===== Exercise inputs =====
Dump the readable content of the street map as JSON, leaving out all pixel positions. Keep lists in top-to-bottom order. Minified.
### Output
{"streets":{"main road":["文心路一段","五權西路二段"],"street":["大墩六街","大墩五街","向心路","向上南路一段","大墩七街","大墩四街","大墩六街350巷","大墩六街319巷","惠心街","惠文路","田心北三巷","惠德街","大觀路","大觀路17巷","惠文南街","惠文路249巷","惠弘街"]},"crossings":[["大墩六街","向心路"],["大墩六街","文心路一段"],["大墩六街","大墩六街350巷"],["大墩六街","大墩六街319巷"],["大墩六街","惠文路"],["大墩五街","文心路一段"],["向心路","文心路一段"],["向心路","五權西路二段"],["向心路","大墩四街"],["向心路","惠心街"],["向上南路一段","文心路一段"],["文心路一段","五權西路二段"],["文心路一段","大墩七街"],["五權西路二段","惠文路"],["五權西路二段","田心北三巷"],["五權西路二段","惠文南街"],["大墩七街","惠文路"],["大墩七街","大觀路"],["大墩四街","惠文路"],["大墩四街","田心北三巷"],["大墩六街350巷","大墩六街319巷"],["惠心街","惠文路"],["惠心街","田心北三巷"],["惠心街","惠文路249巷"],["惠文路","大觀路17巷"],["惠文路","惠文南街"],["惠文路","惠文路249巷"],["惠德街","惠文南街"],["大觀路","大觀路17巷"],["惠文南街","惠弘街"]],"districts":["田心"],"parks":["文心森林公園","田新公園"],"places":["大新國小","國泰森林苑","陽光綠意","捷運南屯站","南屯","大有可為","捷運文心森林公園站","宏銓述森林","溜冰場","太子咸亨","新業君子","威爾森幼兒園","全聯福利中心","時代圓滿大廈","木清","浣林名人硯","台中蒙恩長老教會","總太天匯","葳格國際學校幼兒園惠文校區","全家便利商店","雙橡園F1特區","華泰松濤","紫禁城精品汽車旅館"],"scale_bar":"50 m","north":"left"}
=====
===== Exercise inputs =====
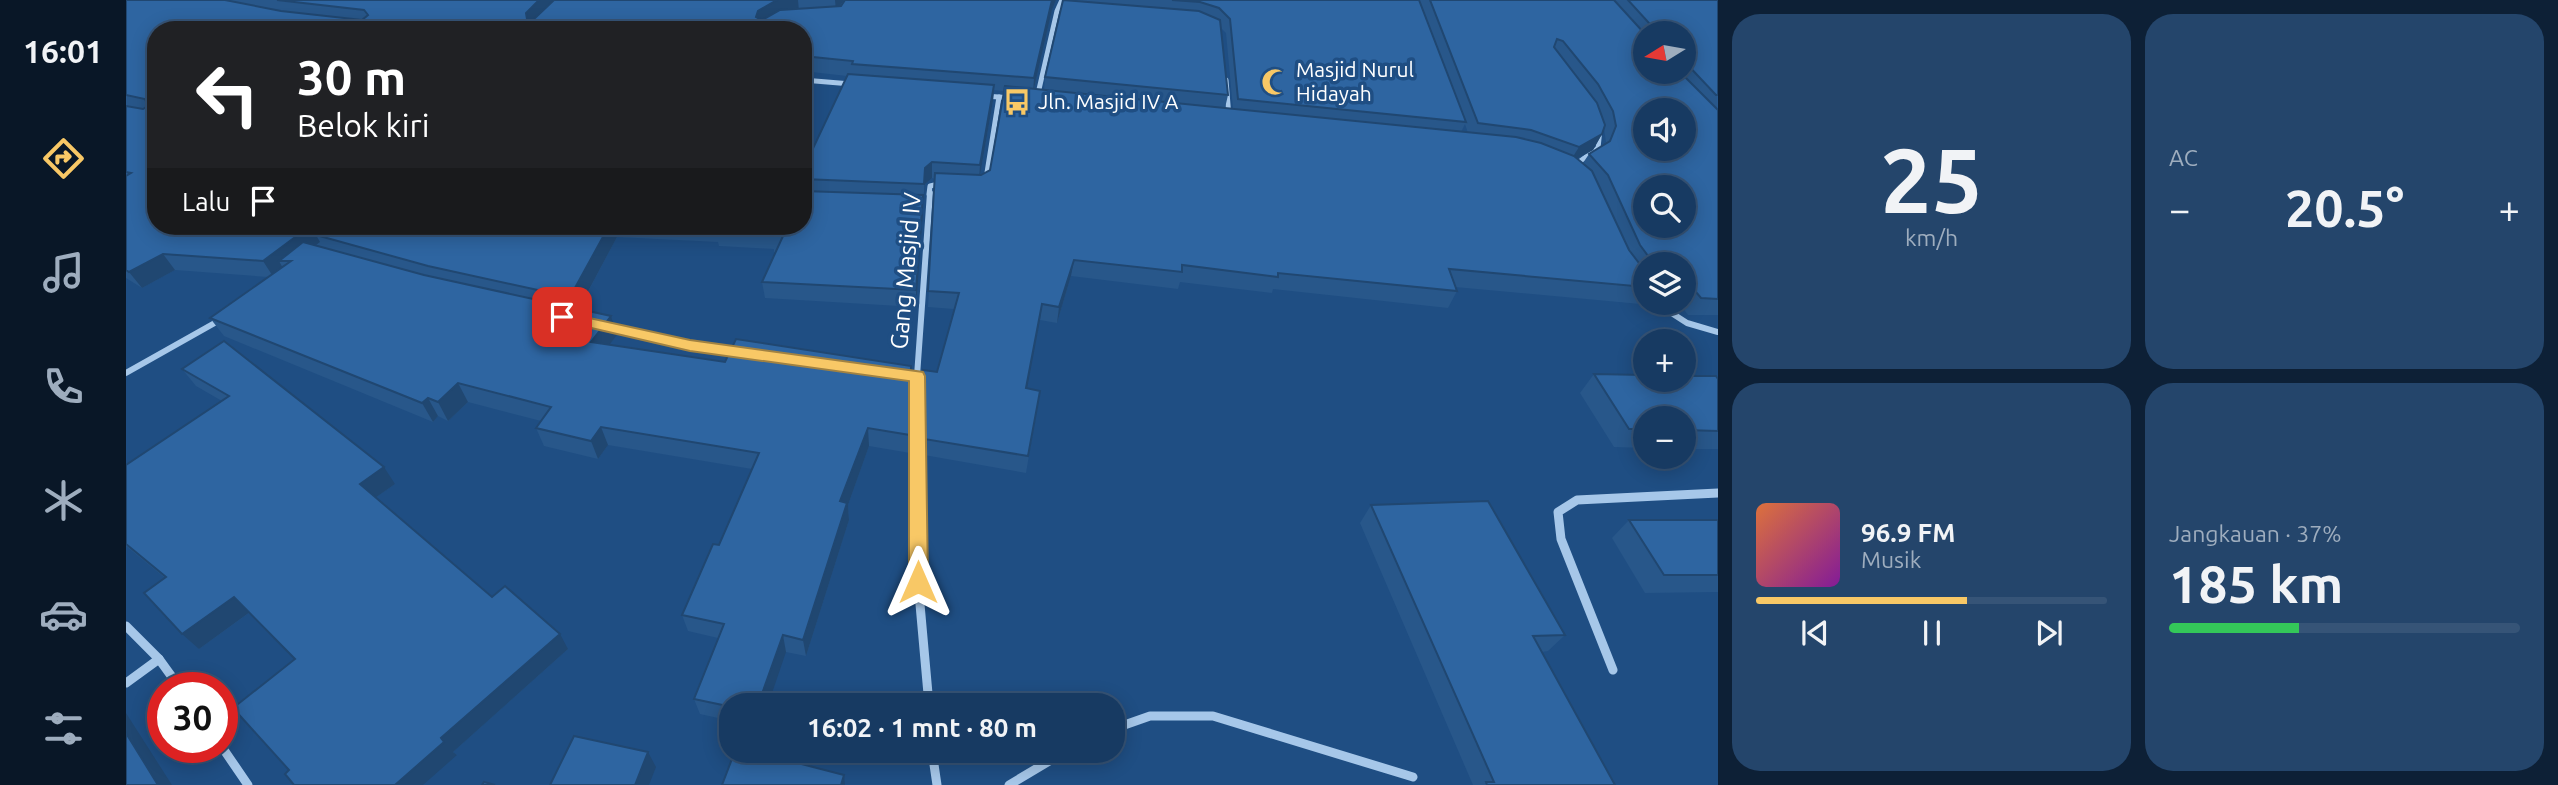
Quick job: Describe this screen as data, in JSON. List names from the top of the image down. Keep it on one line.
=====
** Your instructions **
Please report how many lines of the material above contain the string "Keep", with no other words.

** Task answer **
2